__The problem__. Leave the images aside and repeat the whole listing exactly.

+ + + + + + +

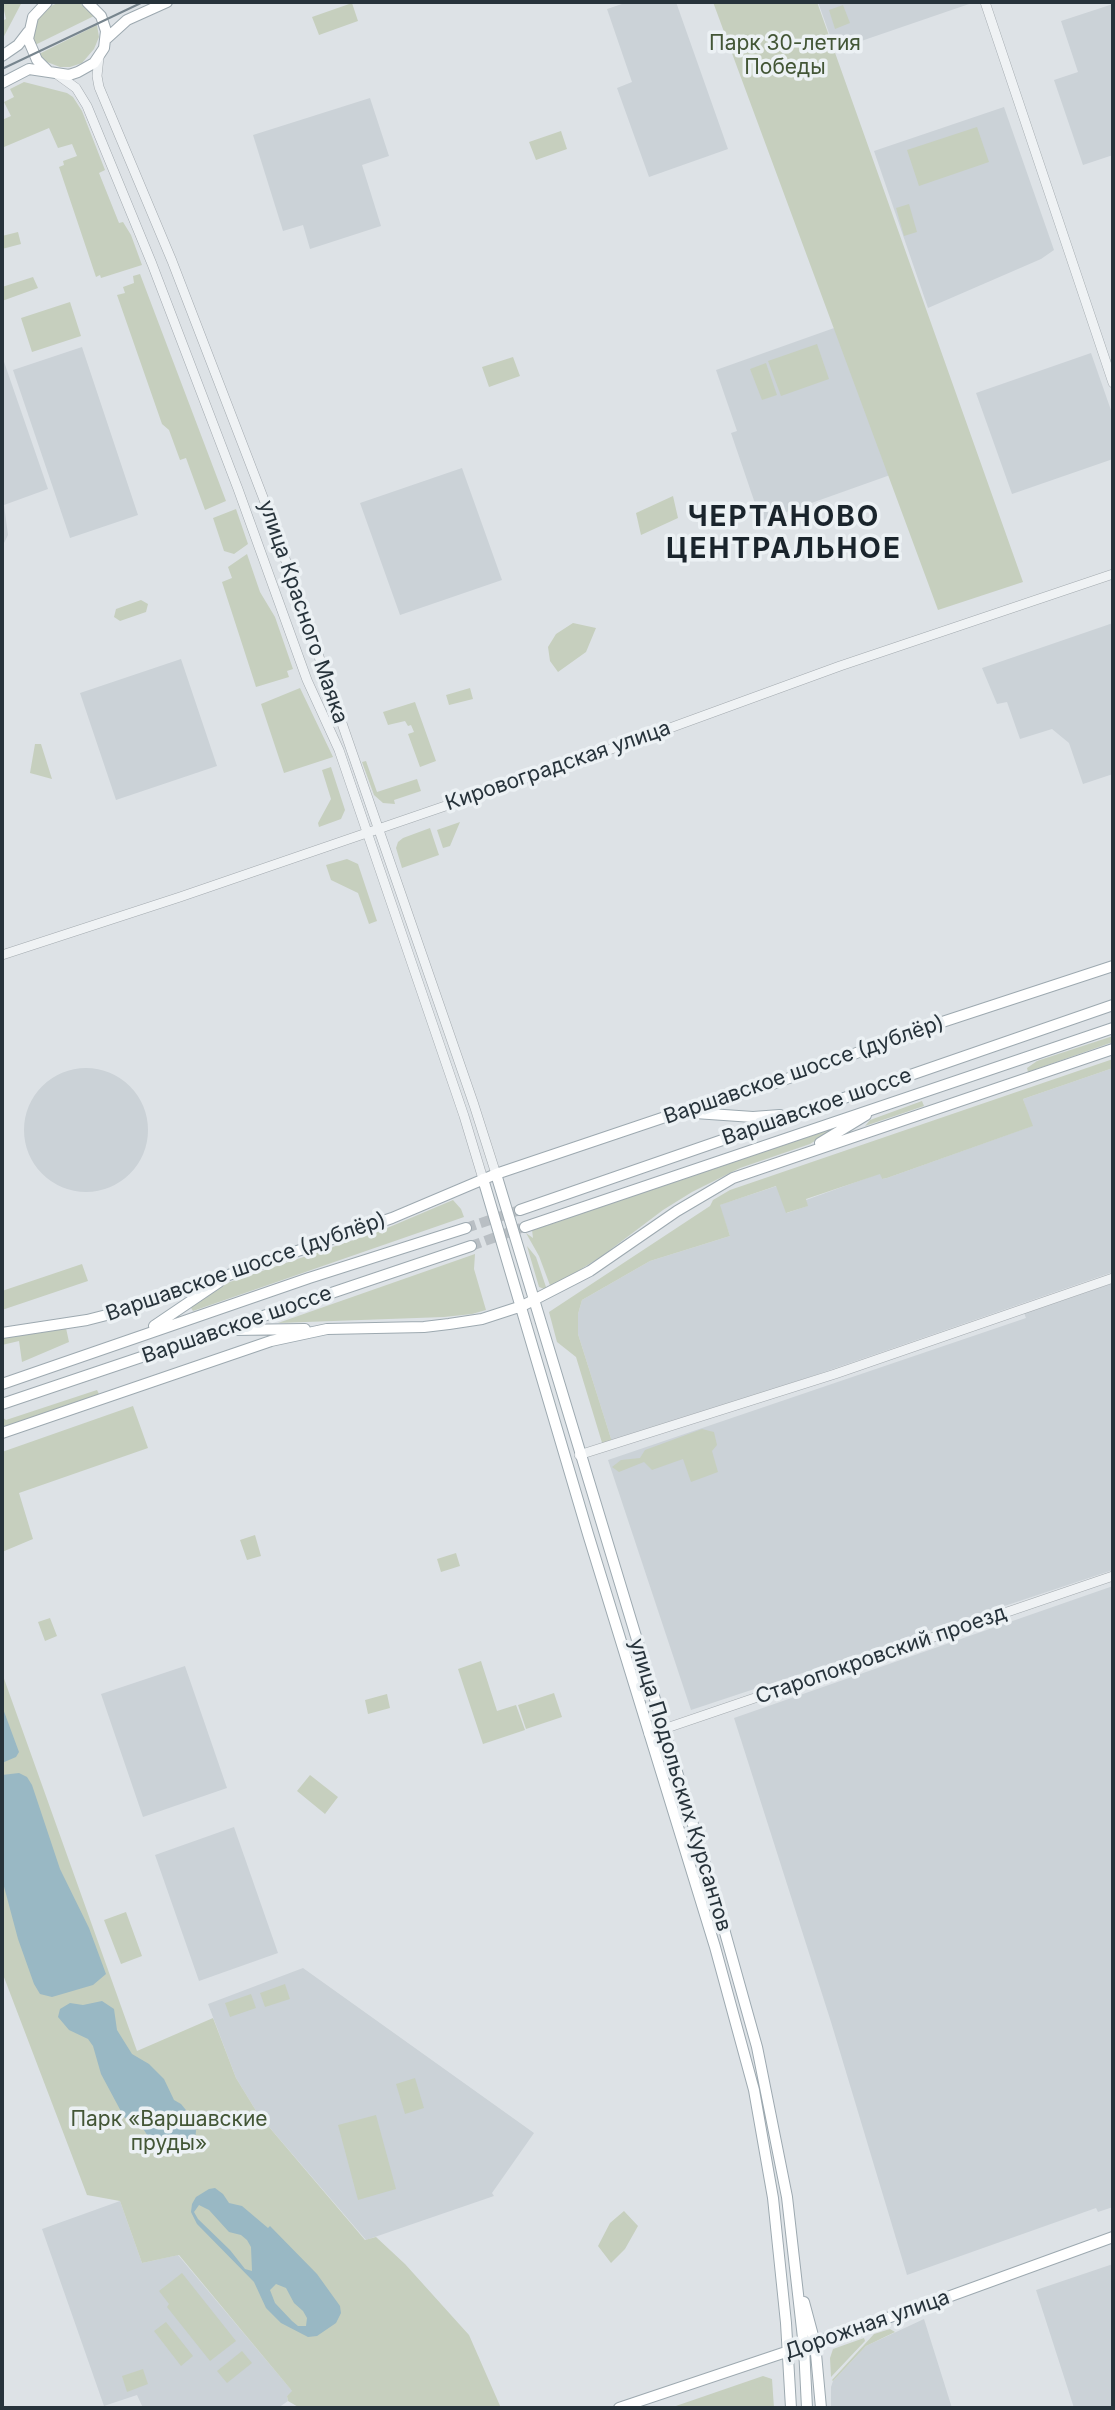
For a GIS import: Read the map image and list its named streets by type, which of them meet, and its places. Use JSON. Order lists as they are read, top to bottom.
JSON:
{
  "streets": {
    "main road": [
      "Варшавское шоссе (дублёр)",
      "Варшавское шоссе",
      "улица Подольских Курсантов",
      "Дорожная улица"
    ],
    "street": ["улица Красного Маяка", "Кировоградская улица", "Старопокровский проезд"]
  },
  "crossings": [
    ["улица Красного Маяка", "Кировоградская улица"],
    ["улица Красного Маяка", "Варшавское шоссе (дублёр)"],
    ["улица Красного Маяка", "улица Подольских Курсантов"],
    ["Варшавское шоссе (дублёр)", "улица Подольских Курсантов"],
    ["Варшавское шоссе", "улица Подольских Курсантов"],
    ["Старопокровский проезд", "улица Подольских Курсантов"],
    ["улица Подольских Курсантов", "Дорожная улица"]
  ],
  "districts": ["ЧЕРТАНОВО ЦЕНТРАЛЬНОЕ"],
  "parks": ["Парк 30-летия Победы", "Парк «Варшавские пруды»"]
}
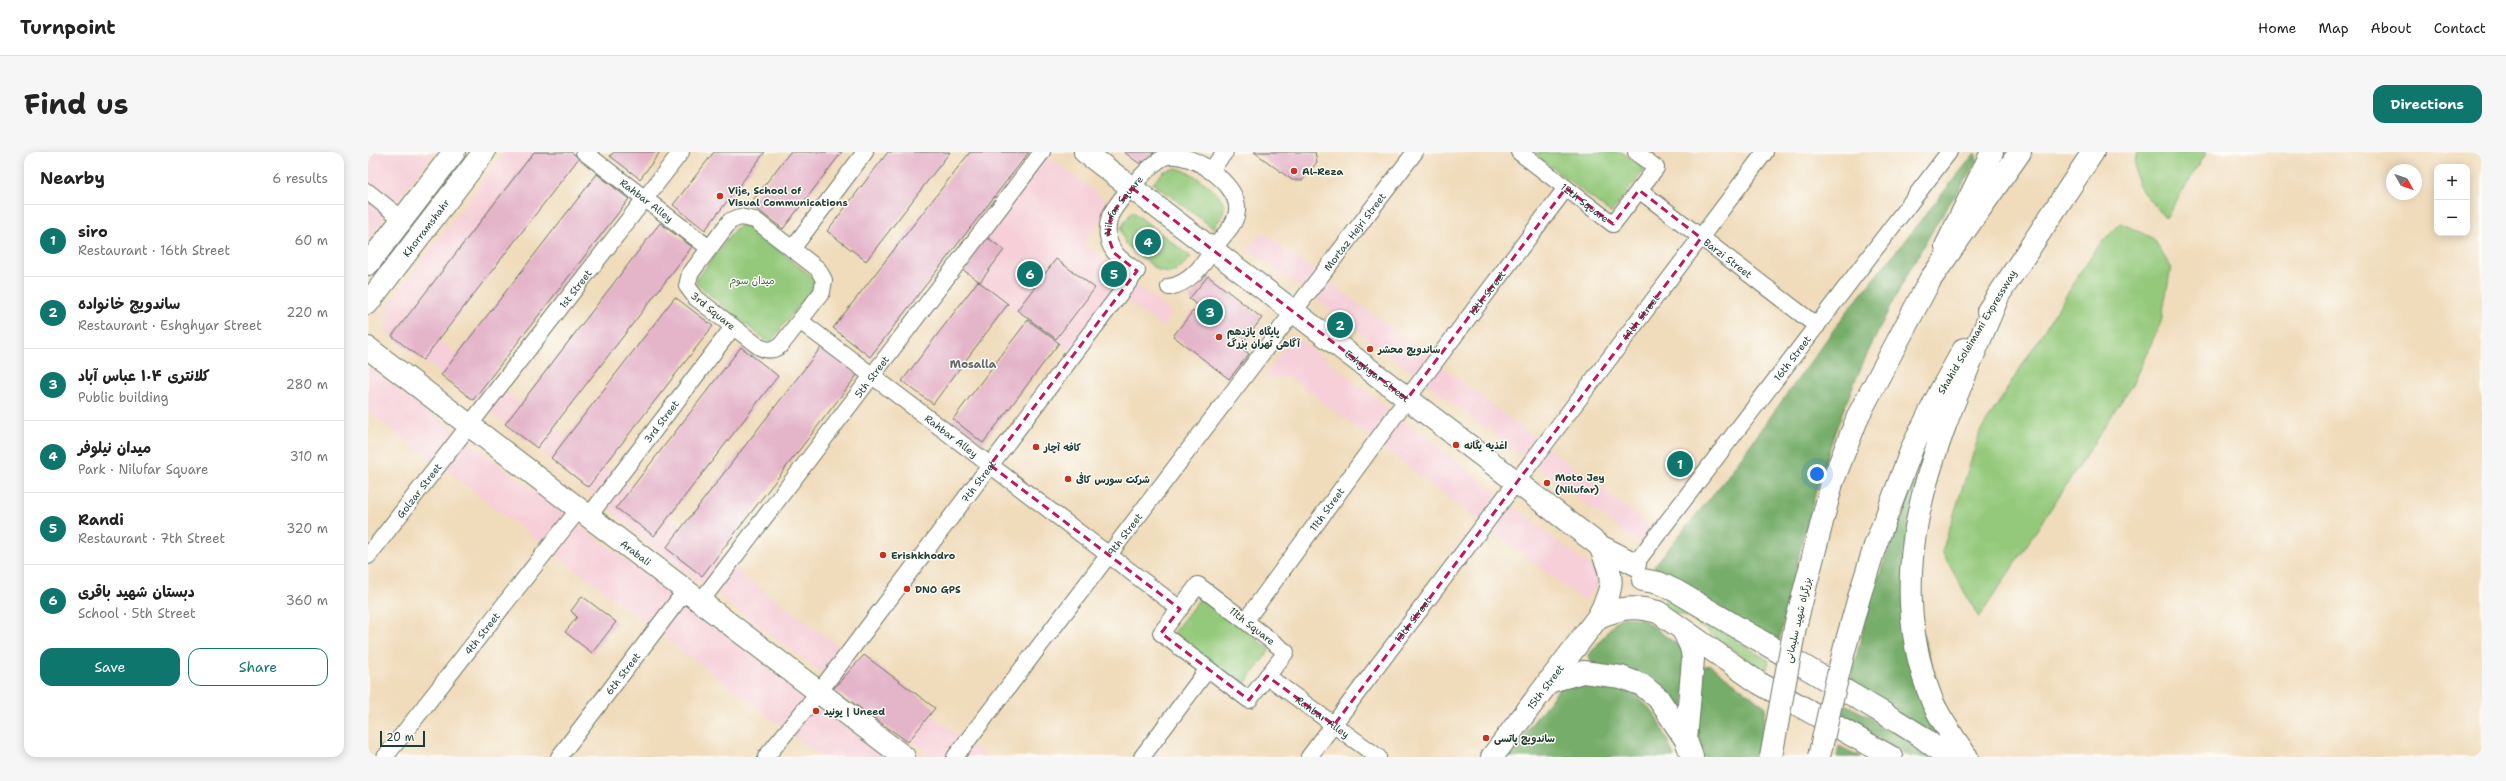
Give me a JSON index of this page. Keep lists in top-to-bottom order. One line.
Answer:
{"streets":{"main road":["Khorramshahr","Shahid Soleimani Expressway","Eshghyar Street","Arabali","بزرگراه شهید سلیمانی","15th Street"],"street":["Rahbar Alley","12th Square","Nilufar Square","Mortaz Hejri Street","Barzi Street","1st Street","12th Street","3rd Square","14th Street","16th Street","5th Street","3rd Street","7th Street","Golzar Street","11th Street","9th Street","13th Street","11th Square","4th Street","6th Street"]},"crossings":[["Rahbar Alley","1st Street"],["Rahbar Alley","3rd Square"],["Rahbar Alley","5th Street"],["Rahbar Alley","3rd Street"],["Rahbar Alley","7th Street"],["Rahbar Alley","9th Street"],["Rahbar Alley","13th Street"],["Rahbar Alley","11th Square"],["12th Square","Barzi Street"],["12th Square","12th Street"],["Nilufar Square","Eshghyar Street"],["Nilufar Square","7th Street"],["Mortaz Hejri Street","Eshghyar Street"],["Mortaz Hejri Street","9th Street"],["Barzi Street","14th Street"],["Barzi Street","16th Street"],["1st Street","Golzar Street"],["1st Street","Arabali"],["12th Street","Eshghyar Street"],["12th Street","11th Street"],["3rd Square","3rd Street"],["14th Street","Eshghyar Street"],["14th Street","13th Street"],["16th Street","Eshghyar Street"],["Eshghyar Street","11th Street"],["Eshghyar Street","9th Street"],["Eshghyar Street","13th Street"],["Eshghyar Street","15th Street"],["5th Street","Arabali"],["5th Street","6th Street"],["3rd Street","Arabali"],["3rd Street","4th Street"],["7th Street","Arabali"],["Golzar Street","Arabali"],["11th Street","11th Square"],["Arabali","4th Street"],["Arabali","6th Street"]],"districts":["Mosalla"],"parks":["میدان سوم"],"places":["Al-Reza","Vije, School of Visual Communications","پایگاه یازدهم آگاهی تهران بزرگ","ساندویچ محشر","اغذیه یگانه","کافه آچار","شرکت سورس کافی","Moto Jey (Nilufar)","Erishkhodro","DNO GPS","یونید | Uneed","ساندویچ پاتسی"],"scale_bar":"20 m","north":"bottom right","page":{"header":"Turnpoint","nav":["Home","Map","About","Contact"],"title":"Find us","buttons":["Directions",["Save","Share"]],"heading":["Nearby","6 results"],"map_buttons":["+","−"],"list":[{"mark":"1","name":"siro","note":"Restaurant · 16th Street","value":"60 m"},{"mark":"2","name":"ساندویچ خانواده","note":"Restaurant · Eshghyar Street","value":"220 m"},{"mark":"3","name":"کلانتری ۱۰۴ عباس آباد","note":"Public building","value":"280 m"},{"mark":"4","name":"میدان نیلوفر","note":"Park · Nilufar Square","value":"310 m"},{"mark":"5","name":"Randi","note":"Restaurant · 7th Street","value":"320 m"},{"mark":"6","name":"دبستان شهید باقری","note":"School · 5th Street","value":"360 m"}],"pins":["4","5","6","3","2","1"],"scale":"20 m"}}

+ + + + + + +

__Solution below__.
For a GIS import: Read the map image and list its named streets by type, which of them meet, and its places. Use JSON. Order lists as they are read, top to bottom.
JSON:
{
  "streets": {
    "main road": [
      "Варшавское шоссе (дублёр)",
      "Варшавское шоссе",
      "улица Подольских Курсантов",
      "Дорожная улица"
    ],
    "street": ["улица Красного Маяка", "Кировоградская улица", "Старопокровский проезд"]
  },
  "crossings": [
    ["улица Красного Маяка", "Кировоградская улица"],
    ["улица Красного Маяка", "Варшавское шоссе (дублёр)"],
    ["улица Красного Маяка", "улица Подольских Курсантов"],
    ["Варшавское шоссе (дублёр)", "улица Подольских Курсантов"],
    ["Варшавское шоссе", "улица Подольских Курсантов"],
    ["Старопокровский проезд", "улица Подольских Курсантов"],
    ["улица Подольских Курсантов", "Дорожная улица"]
  ],
  "districts": ["ЧЕРТАНОВО ЦЕНТРАЛЬНОЕ"],
  "parks": ["Парк 30-летия Победы", "Парк «Варшавские пруды»"]
}
Give me a JSON index of this page. Keep lists in top-to-bottom order. One line.
Answer:
{"streets":{"main road":["Khorramshahr","Shahid Soleimani Expressway","Eshghyar Street","Arabali","بزرگراه شهید سلیمانی","15th Street"],"street":["Rahbar Alley","12th Square","Nilufar Square","Mortaz Hejri Street","Barzi Street","1st Street","12th Street","3rd Square","14th Street","16th Street","5th Street","3rd Street","7th Street","Golzar Street","11th Street","9th Street","13th Street","11th Square","4th Street","6th Street"]},"crossings":[["Rahbar Alley","1st Street"],["Rahbar Alley","3rd Square"],["Rahbar Alley","5th Street"],["Rahbar Alley","3rd Street"],["Rahbar Alley","7th Street"],["Rahbar Alley","9th Street"],["Rahbar Alley","13th Street"],["Rahbar Alley","11th Square"],["12th Square","Barzi Street"],["12th Square","12th Street"],["Nilufar Square","Eshghyar Street"],["Nilufar Square","7th Street"],["Mortaz Hejri Street","Eshghyar Street"],["Mortaz Hejri Street","9th Street"],["Barzi Street","14th Street"],["Barzi Street","16th Street"],["1st Street","Golzar Street"],["1st Street","Arabali"],["12th Street","Eshghyar Street"],["12th Street","11th Street"],["3rd Square","3rd Street"],["14th Street","Eshghyar Street"],["14th Street","13th Street"],["16th Street","Eshghyar Street"],["Eshghyar Street","11th Street"],["Eshghyar Street","9th Street"],["Eshghyar Street","13th Street"],["Eshghyar Street","15th Street"],["5th Street","Arabali"],["5th Street","6th Street"],["3rd Street","Arabali"],["3rd Street","4th Street"],["7th Street","Arabali"],["Golzar Street","Arabali"],["11th Street","11th Square"],["Arabali","4th Street"],["Arabali","6th Street"]],"districts":["Mosalla"],"parks":["میدان سوم"],"places":["Al-Reza","Vije, School of Visual Communications","پایگاه یازدهم آگاهی تهران بزرگ","ساندویچ محشر","اغذیه یگانه","کافه آچار","شرکت سورس کافی","Moto Jey (Nilufar)","Erishkhodro","DNO GPS","یونید | Uneed","ساندویچ پاتسی"],"scale_bar":"20 m","north":"bottom right","page":{"header":"Turnpoint","nav":["Home","Map","About","Contact"],"title":"Find us","buttons":["Directions",["Save","Share"]],"heading":["Nearby","6 results"],"map_buttons":["+","−"],"list":[{"mark":"1","name":"siro","note":"Restaurant · 16th Street","value":"60 m"},{"mark":"2","name":"ساندویچ خانواده","note":"Restaurant · Eshghyar Street","value":"220 m"},{"mark":"3","name":"کلانتری ۱۰۴ عباس آباد","note":"Public building","value":"280 m"},{"mark":"4","name":"میدان نیلوفر","note":"Park · Nilufar Square","value":"310 m"},{"mark":"5","name":"Randi","note":"Restaurant · 7th Street","value":"320 m"},{"mark":"6","name":"دبستان شهید باقری","note":"School · 5th Street","value":"360 m"}],"pins":["4","5","6","3","2","1"],"scale":"20 m"}}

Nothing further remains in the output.